> [WHAT IS BEING ASKED]
Output the lines from the top of the entries below to the line with "2px #635446) drop-shadow(0", both included, exactly and without pictures.

----------

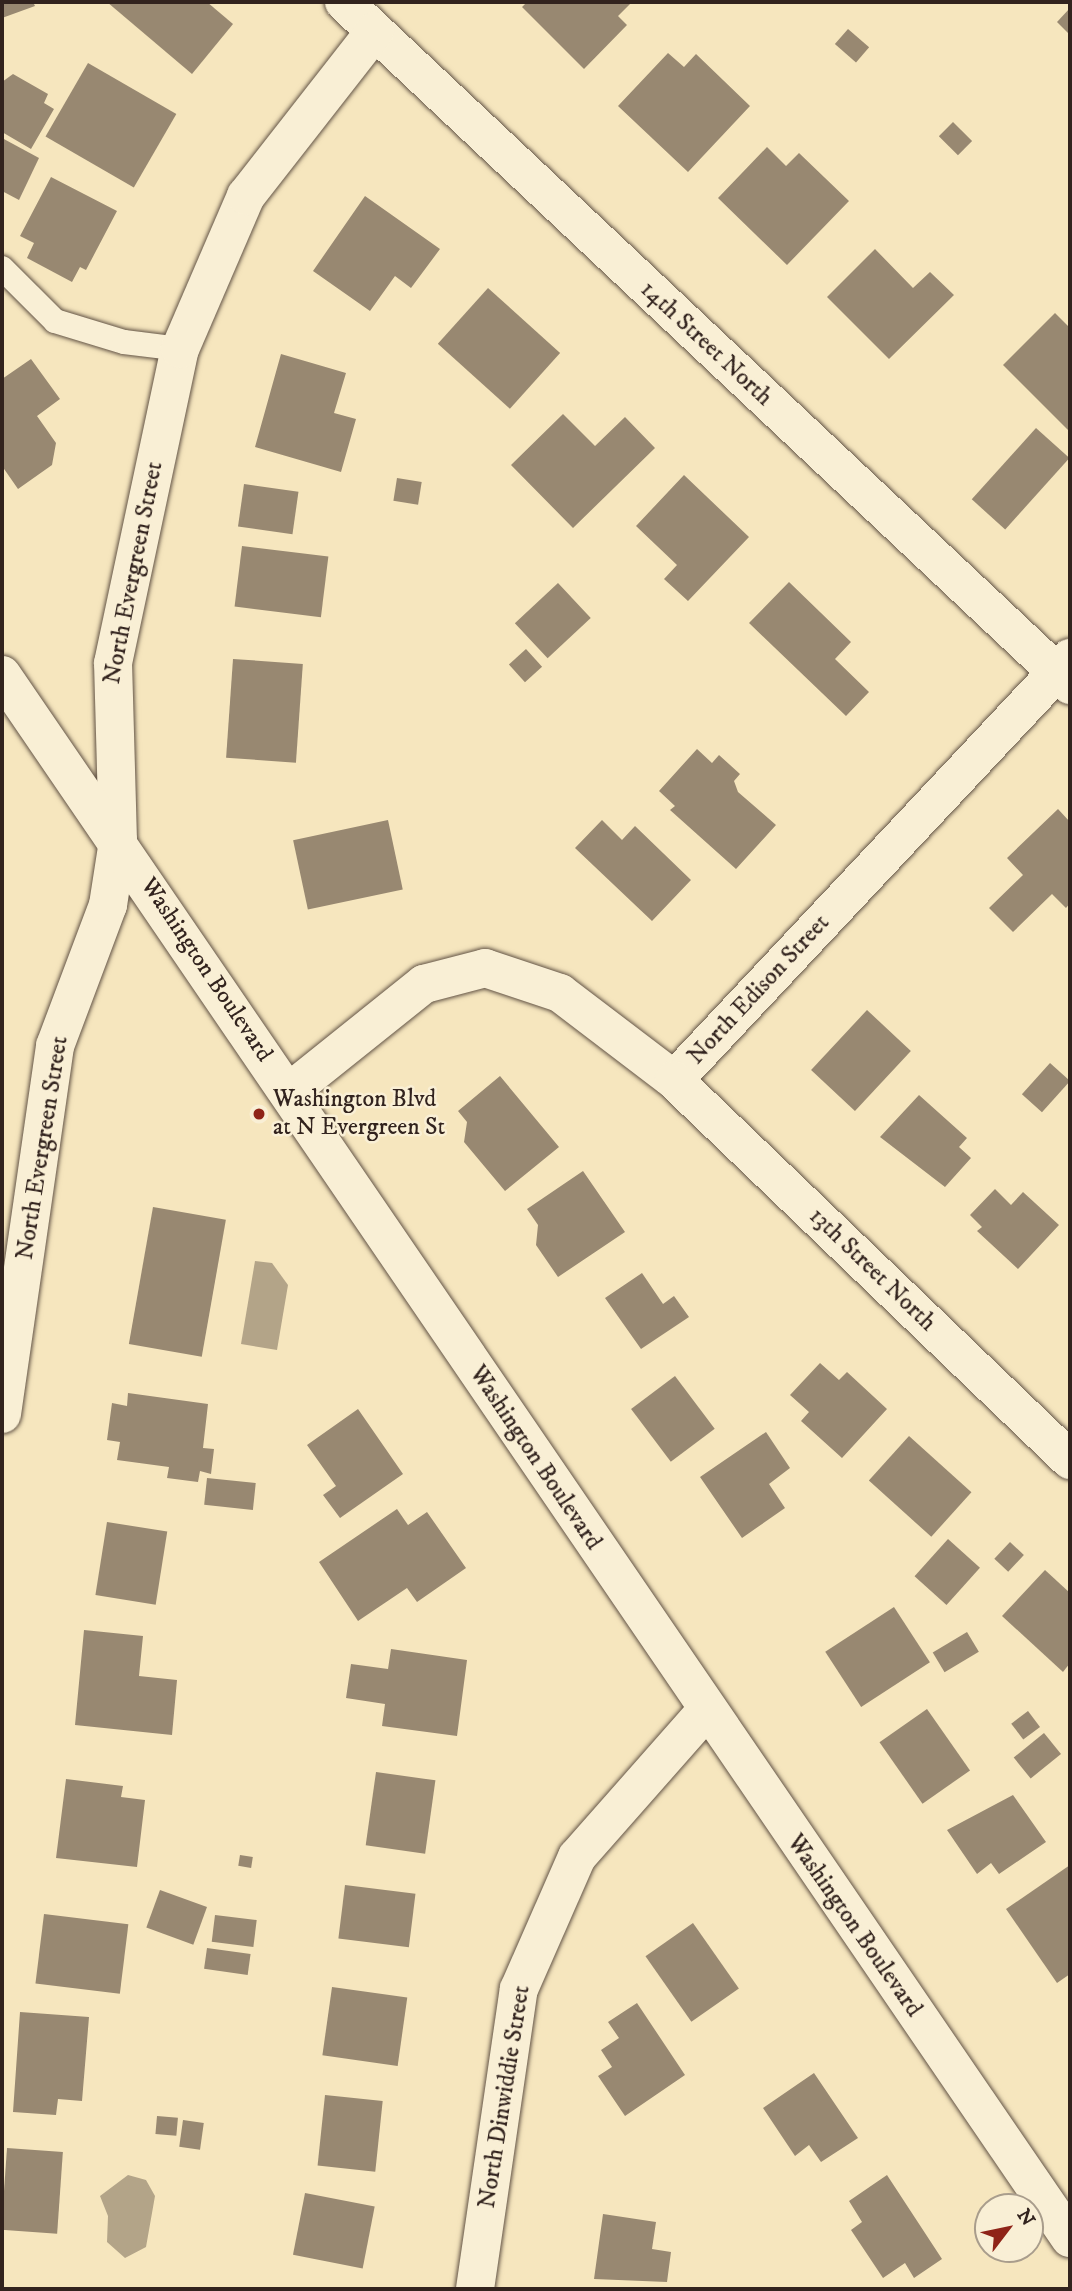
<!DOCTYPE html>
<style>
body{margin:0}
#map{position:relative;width:1072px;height:2291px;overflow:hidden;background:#f6e6be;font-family:"IM FELL DW Pica",serif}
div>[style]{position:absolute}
.water>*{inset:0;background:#b3a488}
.building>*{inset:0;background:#988871;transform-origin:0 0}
.roads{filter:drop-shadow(0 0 2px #635446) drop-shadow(0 0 2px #635446)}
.lane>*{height:24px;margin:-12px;padding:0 12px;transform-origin:12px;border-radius:12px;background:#f9efd5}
.street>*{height:38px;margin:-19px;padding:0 19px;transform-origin:19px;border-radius:19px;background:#f9efd5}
.secondary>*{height:38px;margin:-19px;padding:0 19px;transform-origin:19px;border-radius:19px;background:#f9efd5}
.dots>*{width:19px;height:19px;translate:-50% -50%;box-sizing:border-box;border:4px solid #f9efd5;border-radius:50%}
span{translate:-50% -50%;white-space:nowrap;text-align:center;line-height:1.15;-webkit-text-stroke:5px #f9efd5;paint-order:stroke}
.street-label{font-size:24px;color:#32231e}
.poi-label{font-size:24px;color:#32231e}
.left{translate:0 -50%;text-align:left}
.frame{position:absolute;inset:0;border:4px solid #32231e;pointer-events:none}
.north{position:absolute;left:974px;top:2193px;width:70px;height:70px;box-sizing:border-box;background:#f9efd5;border:2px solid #a99d8c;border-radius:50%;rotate:58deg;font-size:19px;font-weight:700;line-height:28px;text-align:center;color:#32231e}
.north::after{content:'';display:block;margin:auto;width:24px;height:32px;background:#8f2418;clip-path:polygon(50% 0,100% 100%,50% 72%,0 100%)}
</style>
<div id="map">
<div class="water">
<i style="clip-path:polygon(255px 1261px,272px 1263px,288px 1285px,277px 1350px,241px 1344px)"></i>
<i style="clip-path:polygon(128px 2175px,146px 2180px,155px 2196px,146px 2247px,125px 2258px,107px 2242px,108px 2216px,100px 2196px)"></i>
</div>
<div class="building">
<i style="clip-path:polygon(2px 2px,33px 2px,35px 6px,2px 18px)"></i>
<i style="clip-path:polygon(107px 2px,207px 2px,233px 24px,192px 74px)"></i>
<i style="clip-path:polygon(527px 2px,632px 2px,618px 16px,627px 25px,584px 69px,522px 7px)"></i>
<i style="clip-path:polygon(1070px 8px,1070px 35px,1057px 22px)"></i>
<i style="left:848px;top:29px;width:28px;height:20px;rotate:41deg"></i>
<i style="clip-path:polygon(668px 53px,684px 67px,696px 54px,750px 106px,688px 172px,618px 106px)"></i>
<i style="left:88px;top:63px;width:102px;height:85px;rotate:30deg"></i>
<i style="clip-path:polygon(13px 74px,48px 94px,44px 103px,54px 109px,31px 149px,2px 132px,2px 82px)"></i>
<i style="left:953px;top:122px;width:27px;height:20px;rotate:45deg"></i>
<i style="clip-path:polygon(2px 138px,39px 158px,19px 200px,2px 191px)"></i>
<i style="clip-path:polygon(767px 147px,786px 166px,799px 153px,849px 201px,787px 265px,718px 198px)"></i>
<i style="clip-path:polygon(51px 177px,117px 211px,86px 270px,80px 267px,72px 282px,27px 258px,34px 243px,20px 236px)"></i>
<i style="clip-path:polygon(365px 196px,440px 249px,411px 288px,395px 276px,370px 311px,313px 271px)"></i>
<i style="clip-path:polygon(875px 249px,913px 288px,930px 272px,954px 295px,889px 359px,827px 297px)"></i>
<i style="left:488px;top:288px;width:97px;height:75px;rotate:42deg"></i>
<i style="clip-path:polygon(1055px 313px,1070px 328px,1070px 432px,1003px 365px)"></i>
<i style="clip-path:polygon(281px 354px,346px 373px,334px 413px,356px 419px,341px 472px,255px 447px)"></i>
<i style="clip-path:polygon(31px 359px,60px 399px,37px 416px,56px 443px,52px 465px,18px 489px,2px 466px,2px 379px)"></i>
<i style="clip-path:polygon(563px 414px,595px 446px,625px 417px,655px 448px,573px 528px,511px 465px)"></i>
<i style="left:1036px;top:428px;width:45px;height:96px;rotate:42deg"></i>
<i style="clip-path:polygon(684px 475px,749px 537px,688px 601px,664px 579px,677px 565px,636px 526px)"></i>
<i style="left:397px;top:478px;width:25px;height:23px;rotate:9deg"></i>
<i style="left:244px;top:484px;width:55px;height:43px;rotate:8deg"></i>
<i style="left:242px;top:546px;width:87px;height:61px;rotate:7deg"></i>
<i style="clip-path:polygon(789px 582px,851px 642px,835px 659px,869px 692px,846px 716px,749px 623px)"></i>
<i style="left:558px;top:583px;width:48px;height:59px;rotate:47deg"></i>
<i style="left:526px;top:649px;width:24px;height:23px;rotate:48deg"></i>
<i style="left:233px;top:659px;width:70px;height:99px;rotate:4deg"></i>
<i style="clip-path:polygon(697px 749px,712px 763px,719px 755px,740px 774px,734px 781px,738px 792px,776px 825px,736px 869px,670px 810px,675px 806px,659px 791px)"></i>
<i style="clip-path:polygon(1058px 809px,1070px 822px,1070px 903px,1066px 908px,1052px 894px,1013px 932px,989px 908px,1023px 875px,1007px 858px)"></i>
<i style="left:388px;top:820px;width:71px;height:97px;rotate:78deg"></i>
<i style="clip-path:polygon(602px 820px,622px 840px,635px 826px,691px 880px,652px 921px,575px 848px)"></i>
<i style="left:867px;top:1010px;width:60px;height:82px;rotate:43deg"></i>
<i style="left:1050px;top:1063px;width:27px;height:42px;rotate:42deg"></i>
<i style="clip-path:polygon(500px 1076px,559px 1147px,505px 1191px,464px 1142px,467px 1122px,458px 1111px)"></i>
<i style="clip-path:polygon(919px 1095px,967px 1138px,959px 1147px,971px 1158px,945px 1187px,880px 1137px)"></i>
<i style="clip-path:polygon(583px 1171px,625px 1232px,558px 1277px,536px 1245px,538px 1225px,527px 1209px)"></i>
<i style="clip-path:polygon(995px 1189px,1011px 1205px,1023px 1192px,1059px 1225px,1018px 1269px,977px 1231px,982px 1227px,970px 1215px)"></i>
<i style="left:153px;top:1207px;width:74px;height:139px;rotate:10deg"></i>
<i style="clip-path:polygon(642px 1273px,663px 1304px,674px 1296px,689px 1317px,641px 1349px,605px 1298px)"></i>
<i style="clip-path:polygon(820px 1363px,839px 1380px,847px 1372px,887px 1409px,842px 1458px,801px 1421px,809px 1412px,790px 1395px)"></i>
<i style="left:675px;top:1376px;width:66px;height:55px;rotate:53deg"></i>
<i style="clip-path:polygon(128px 1393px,208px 1404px,203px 1448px,214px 1449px,211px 1474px,200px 1471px,198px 1482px,167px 1478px,169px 1467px,117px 1460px,120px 1442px,107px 1440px,112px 1403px,127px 1406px)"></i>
<i style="clip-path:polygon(358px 1409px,403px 1474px,340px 1518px,323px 1495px,336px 1486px,307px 1445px)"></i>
<i style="clip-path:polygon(766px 1432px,790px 1468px,769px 1484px,785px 1508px,742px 1538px,700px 1477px)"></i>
<i style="left:909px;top:1436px;width:84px;height:60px;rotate:42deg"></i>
<i style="left:207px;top:1478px;width:49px;height:27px;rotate:6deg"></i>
<i style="clip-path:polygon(397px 1509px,408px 1525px,427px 1512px,466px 1568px,417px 1602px,407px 1588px,358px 1621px,319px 1562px)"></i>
<i style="left:107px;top:1522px;width:61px;height:74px;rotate:9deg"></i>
<i style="left:948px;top:1539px;width:43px;height:50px;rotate:42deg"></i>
<i style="left:1010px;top:1542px;width:19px;height:23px;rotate:43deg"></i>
<i style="clip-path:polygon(1045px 1570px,1070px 1593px,1070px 1663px,1063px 1672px,1002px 1616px)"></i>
<i style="left:894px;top:1607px;width:66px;height:82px;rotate:57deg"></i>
<i style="clip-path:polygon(84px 1630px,143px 1636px,139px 1676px,177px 1680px,172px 1735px,75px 1725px)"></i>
<i style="left:967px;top:1632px;width:23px;height:40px;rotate:59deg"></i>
<i style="clip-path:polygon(391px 1649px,467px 1660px,457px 1736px,382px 1726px,385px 1704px,346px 1698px,351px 1664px,388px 1669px)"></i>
<i style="left:927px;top:1709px;width:75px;height:58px;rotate:55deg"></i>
<i style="left:1028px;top:1711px;width:20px;height:21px;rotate:53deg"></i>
<i style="left:1044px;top:1733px;width:27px;height:39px;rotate:51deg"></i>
<i style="left:376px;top:1772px;width:60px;height:74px;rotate:8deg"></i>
<i style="clip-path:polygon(66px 1779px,123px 1786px,121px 1797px,145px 1800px,137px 1867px,56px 1858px)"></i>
<i style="clip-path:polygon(1013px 1795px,1046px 1842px,999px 1874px,991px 1863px,977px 1874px,947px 1830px)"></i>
<i style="left:240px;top:1855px;width:13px;height:11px;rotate:9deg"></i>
<i style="clip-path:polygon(1070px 1865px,1070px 1974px,1057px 1983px,1006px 1909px)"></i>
<i style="left:345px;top:1885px;width:71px;height:54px;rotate:7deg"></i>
<i style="left:160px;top:1890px;width:50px;height:40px;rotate:20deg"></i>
<i style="left:44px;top:1914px;width:85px;height:70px;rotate:7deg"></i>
<i style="left:215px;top:1915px;width:42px;height:27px;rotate:7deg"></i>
<i style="left:693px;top:1923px;width:80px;height:58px;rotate:55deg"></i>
<i style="left:207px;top:1948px;width:44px;height:21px;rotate:8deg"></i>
<i style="left:332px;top:1987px;width:76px;height:69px;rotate:8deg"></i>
<i style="clip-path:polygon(637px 2003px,685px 2075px,625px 2116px,598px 2076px,612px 2067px,601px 2050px,619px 2038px,608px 2022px)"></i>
<i style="clip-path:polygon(20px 2012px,89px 2017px,82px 2101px,58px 2099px,56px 2115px,13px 2112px)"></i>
<i style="clip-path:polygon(814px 2073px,858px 2138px,821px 2162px,809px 2145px,795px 2156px,763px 2108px)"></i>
<i style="left:325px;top:2095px;width:58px;height:71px;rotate:6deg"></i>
<i style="left:157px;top:2116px;width:21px;height:18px;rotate:5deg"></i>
<i style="left:183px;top:2120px;width:21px;height:27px;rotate:8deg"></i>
<i style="left:7px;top:2148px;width:56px;height:82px;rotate:4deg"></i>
<i style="clip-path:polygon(887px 2175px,942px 2259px,914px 2278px,905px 2263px,883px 2278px,851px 2230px,862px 2222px,849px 2201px)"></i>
<i style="left:305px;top:2193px;width:71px;height:63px;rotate:11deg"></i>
<i style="clip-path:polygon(603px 2214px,656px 2222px,652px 2249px,671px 2252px,667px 2282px,594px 2279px)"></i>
</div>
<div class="roads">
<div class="lane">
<i style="left:2px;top:268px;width:75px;rotate:45deg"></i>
<i style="left:55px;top:321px;width:72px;rotate:16.9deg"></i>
<i style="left:124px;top:342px;width:56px;rotate:7.1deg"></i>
</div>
<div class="street">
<i style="left:344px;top:2px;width:997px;rotate:43.25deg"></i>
<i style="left:674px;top:1080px;width:579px;rotate:-46.82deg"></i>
<i style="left:289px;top:1092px;width:173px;rotate:-38.7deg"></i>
<i style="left:424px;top:984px;width:63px;rotate:-14.7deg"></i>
<i style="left:485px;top:968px;width:79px;rotate:18.4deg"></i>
<i style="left:560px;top:993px;width:143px;rotate:37.3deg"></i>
<i style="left:674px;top:1080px;width:549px;rotate:43.82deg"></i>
<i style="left:2px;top:1414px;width:372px;rotate:-81.8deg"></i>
<i style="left:55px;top:1046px;width:151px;rotate:-69.4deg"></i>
<i style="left:108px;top:905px;width:65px;rotate:-81.1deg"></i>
<i style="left:118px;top:841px;width:178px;rotate:-91.6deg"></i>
<i style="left:113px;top:663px;width:321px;rotate:-78deg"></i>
<i style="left:180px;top:349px;width:167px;rotate:-66.7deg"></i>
<i style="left:246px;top:196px;width:209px;rotate:-52deg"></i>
<i style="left:475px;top:2289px;width:303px;rotate:-81.7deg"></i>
<i style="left:519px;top:1989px;width:144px;rotate:-66.3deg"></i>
<i style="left:577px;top:1857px;width:193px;rotate:-48.6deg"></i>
</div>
<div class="secondary">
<i style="left:2px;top:675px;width:1893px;rotate:55.66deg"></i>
</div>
</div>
<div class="dots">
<i style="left:259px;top:1114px;background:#8f2418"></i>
</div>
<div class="street-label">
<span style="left:706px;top:344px;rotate:43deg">14th Street North</span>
<span style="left:134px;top:573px;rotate:-79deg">North Evergreen Street</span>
<span style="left:206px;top:970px;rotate:56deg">Washington Boulevard</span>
<span style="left:759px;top:990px;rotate:-47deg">North Edison Street</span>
<span style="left:43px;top:1148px;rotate:-81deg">North Evergreen Street</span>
<span style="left:872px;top:1270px;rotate:44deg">13th Street North</span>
<span style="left:535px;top:1458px;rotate:56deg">Washington Boulevard</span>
<span style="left:854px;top:1926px;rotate:55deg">Washington Boulevard</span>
<span style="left:505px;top:2097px;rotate:-81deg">North Dinwiddie Street</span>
</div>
<div class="poi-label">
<span class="left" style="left:273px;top:1114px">Washington Blvd<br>at N Evergreen St</span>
</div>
<div class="frame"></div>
<div class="north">N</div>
</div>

----------

> [ANSWER AREA]
<!DOCTYPE html>
<style>
body{margin:0}
#map{position:relative;width:1072px;height:2291px;overflow:hidden;background:#f6e6be;font-family:"IM FELL DW Pica",serif}
div>[style]{position:absolute}
.water>*{inset:0;background:#b3a488}
.building>*{inset:0;background:#988871;transform-origin:0 0}
.roads{filter:drop-shadow(0 0 2px #635446) drop-shadow(0 0 2px #635446)}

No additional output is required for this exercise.